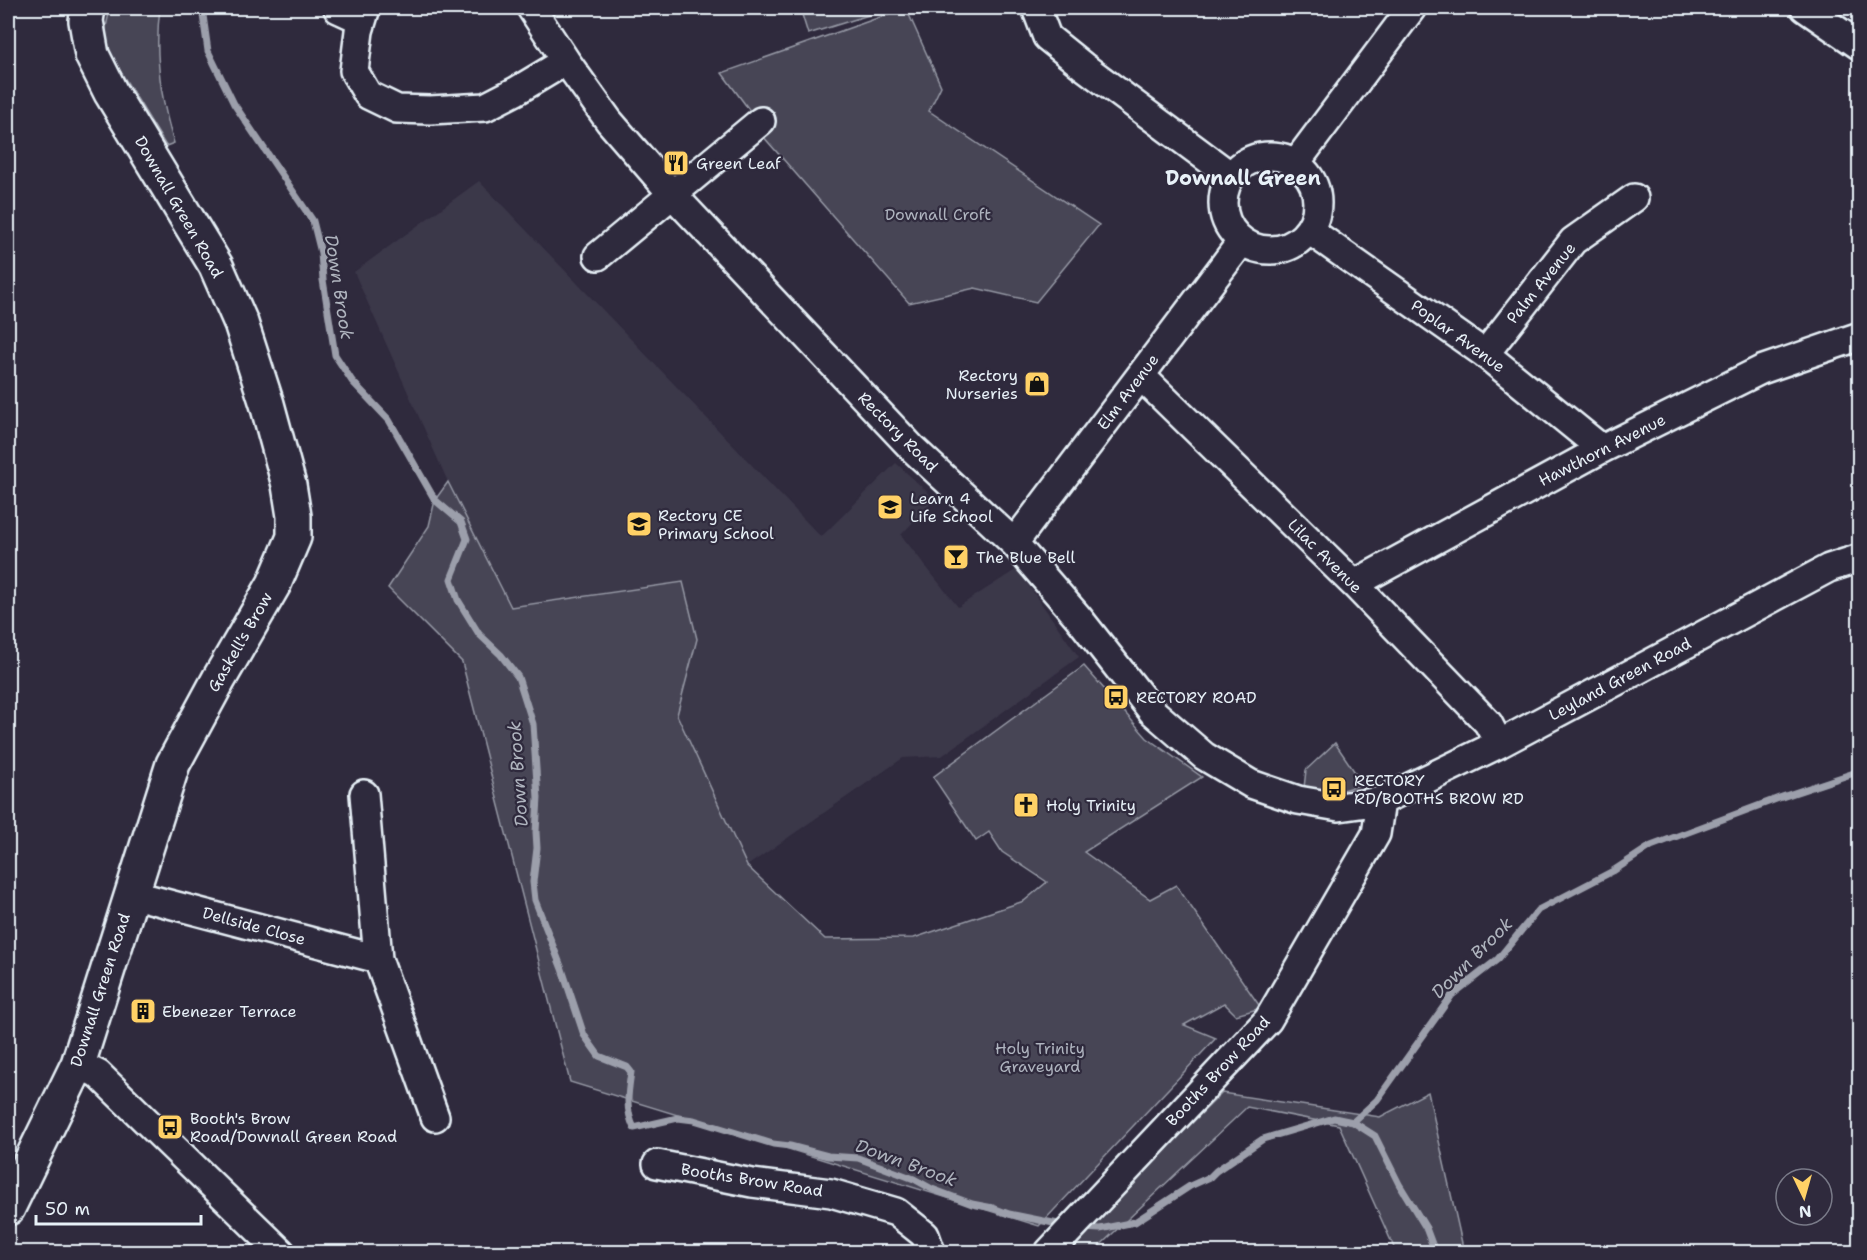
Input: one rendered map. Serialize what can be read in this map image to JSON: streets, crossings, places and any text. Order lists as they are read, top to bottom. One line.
{"streets":{"main road":["Downall Green Road","Gaskell's Brow"],"street":["Palm Avenue","Poplar Avenue","Elm Avenue","Rectory Road","Hawthorn Avenue","Lilac Avenue","Leyland Green Road","Dellside Close","Booths Brow Road"]},"crossings":[["Downall Green Road","Gaskell's Brow"],["Downall Green Road","Dellside Close"],["Palm Avenue","Poplar Avenue"],["Poplar Avenue","Elm Avenue"],["Poplar Avenue","Hawthorn Avenue"],["Elm Avenue","Rectory Road"],["Elm Avenue","Lilac Avenue"],["Rectory Road","Leyland Green Road"],["Rectory Road","Booths Brow Road"],["Hawthorn Avenue","Lilac Avenue"],["Lilac Avenue","Leyland Green Road"],["Leyland Green Road","Booths Brow Road"]],"districts":["Downall Green"],"water":["Down Brook"],"parks":["Downall Croft","Holy Trinity Graveyard"],"places":{"restaurant":["Green Leaf"],"shop":["Rectory Nurseries"],"school or university":["Learn 4 Life School","Rectory CE Primary School"],"bar":["The Blue Bell"],"bus stop":["RECTORY ROAD","RECTORY RD/BOOTHS BROW RD","Booth's Brow Road/Downall Green Road"],"church":["Holy Trinity"],"building":["Ebenezer Terrace"]},"scale_bar":"50 m","north":"bottom"}
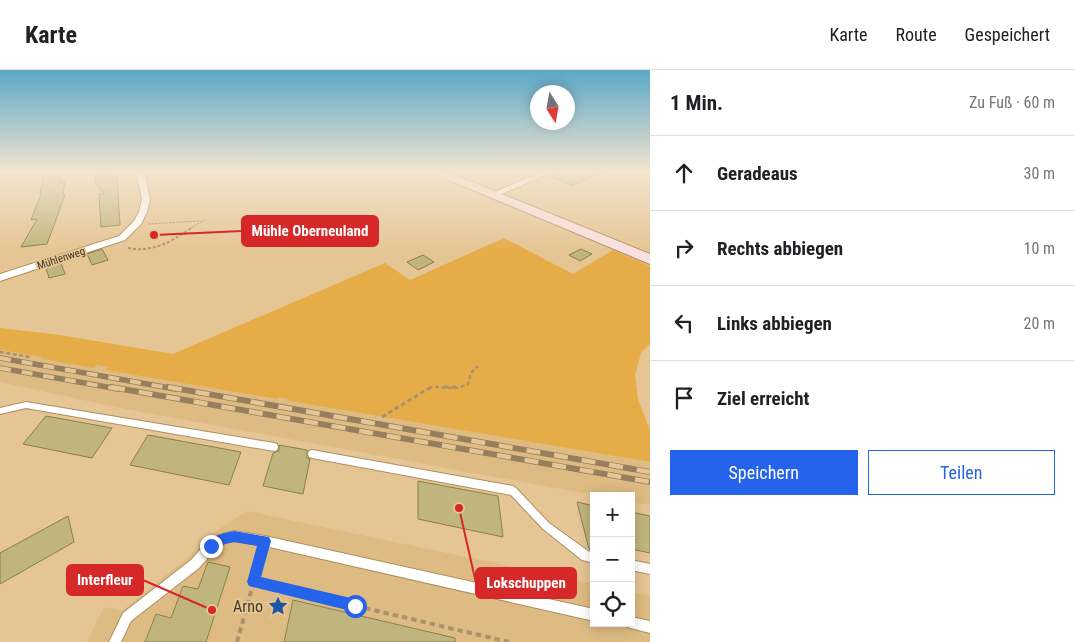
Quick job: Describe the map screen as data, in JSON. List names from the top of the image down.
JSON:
{
  "streets": {
    "street": ["Mühlenweg"]
  },
  "places": {
    "other": ["Mühle Oberneuland", "Lokschuppen", "Interfleur"],
    "place": ["Arno"]
  },
  "north": "bottom",
  "page": {
    "header": "Karte",
    "nav": ["Karte", "Route", "Gespeichert"],
    "heading": ["1 Min.", "Zu Fuß · 60 m"],
    "list": [
      ["Geradeaus", "30 m"],
      ["Rechts abbiegen", "10 m"],
      ["Links abbiegen", "20 m"],
      "Ziel erreicht"
    ],
    "buttons": ["Speichern", "Teilen"],
    "map_buttons": ["+", "−"]
  }
}
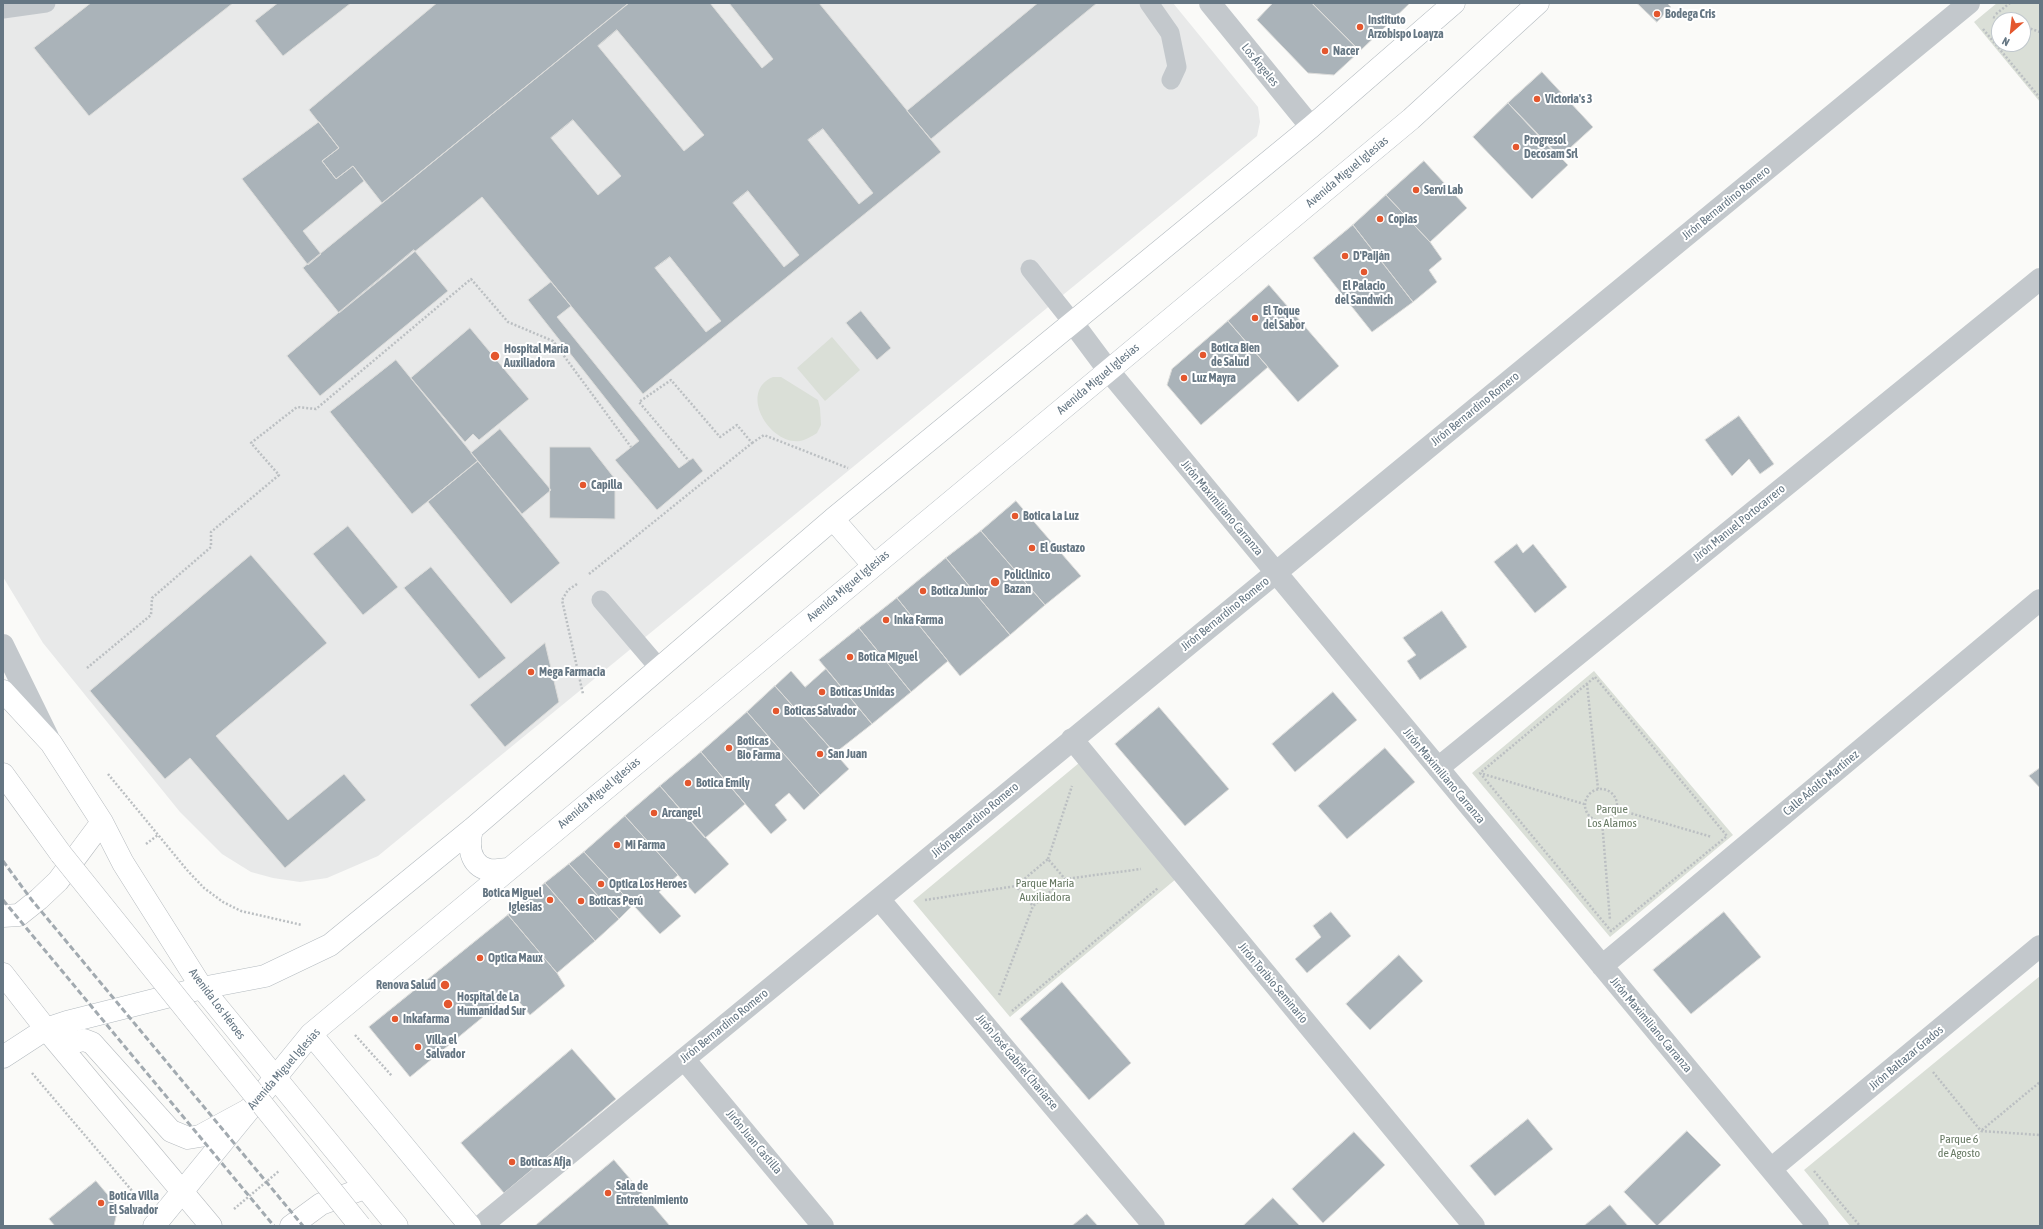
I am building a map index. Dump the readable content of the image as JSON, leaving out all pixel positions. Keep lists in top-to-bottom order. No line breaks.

> Activity
Return the listing above in an exact copy that leaves out the images.

> Response for this exercise
Input: one rendered map. Serialize what can be read in this map image to JSON: streets, crossings, places and any text. Order lists as they are read, top to bottom. One line.
{"streets":{"main road":["Downall Green Road","Gaskell's Brow"],"street":["Palm Avenue","Poplar Avenue","Elm Avenue","Rectory Road","Hawthorn Avenue","Lilac Avenue","Leyland Green Road","Dellside Close","Booths Brow Road"]},"crossings":[["Downall Green Road","Gaskell's Brow"],["Downall Green Road","Dellside Close"],["Palm Avenue","Poplar Avenue"],["Poplar Avenue","Elm Avenue"],["Poplar Avenue","Hawthorn Avenue"],["Elm Avenue","Rectory Road"],["Elm Avenue","Lilac Avenue"],["Rectory Road","Leyland Green Road"],["Rectory Road","Booths Brow Road"],["Hawthorn Avenue","Lilac Avenue"],["Lilac Avenue","Leyland Green Road"],["Leyland Green Road","Booths Brow Road"]],"districts":["Downall Green"],"water":["Down Brook"],"parks":["Downall Croft","Holy Trinity Graveyard"],"places":{"restaurant":["Green Leaf"],"shop":["Rectory Nurseries"],"school or university":["Learn 4 Life School","Rectory CE Primary School"],"bar":["The Blue Bell"],"bus stop":["RECTORY ROAD","RECTORY RD/BOOTHS BROW RD","Booth's Brow Road/Downall Green Road"],"church":["Holy Trinity"],"building":["Ebenezer Terrace"]},"scale_bar":"50 m","north":"bottom"}
Quick job: Describe the map screen as data, in JSON. List names from the top of the image down.
JSON:
{
  "streets": {
    "street": ["Mühlenweg"]
  },
  "places": {
    "other": ["Mühle Oberneuland", "Lokschuppen", "Interfleur"],
    "place": ["Arno"]
  },
  "north": "bottom",
  "page": {
    "header": "Karte",
    "nav": ["Karte", "Route", "Gespeichert"],
    "heading": ["1 Min.", "Zu Fuß · 60 m"],
    "list": [
      ["Geradeaus", "30 m"],
      ["Rechts abbiegen", "10 m"],
      ["Links abbiegen", "20 m"],
      "Ziel erreicht"
    ],
    "buttons": ["Speichern", "Teilen"],
    "map_buttons": ["+", "−"]
  }
}
I am building a map index. Dump the readable content of the image as JSON, leaving out all pixel positions. Keep lists in top-to-bottom order. No line breaks.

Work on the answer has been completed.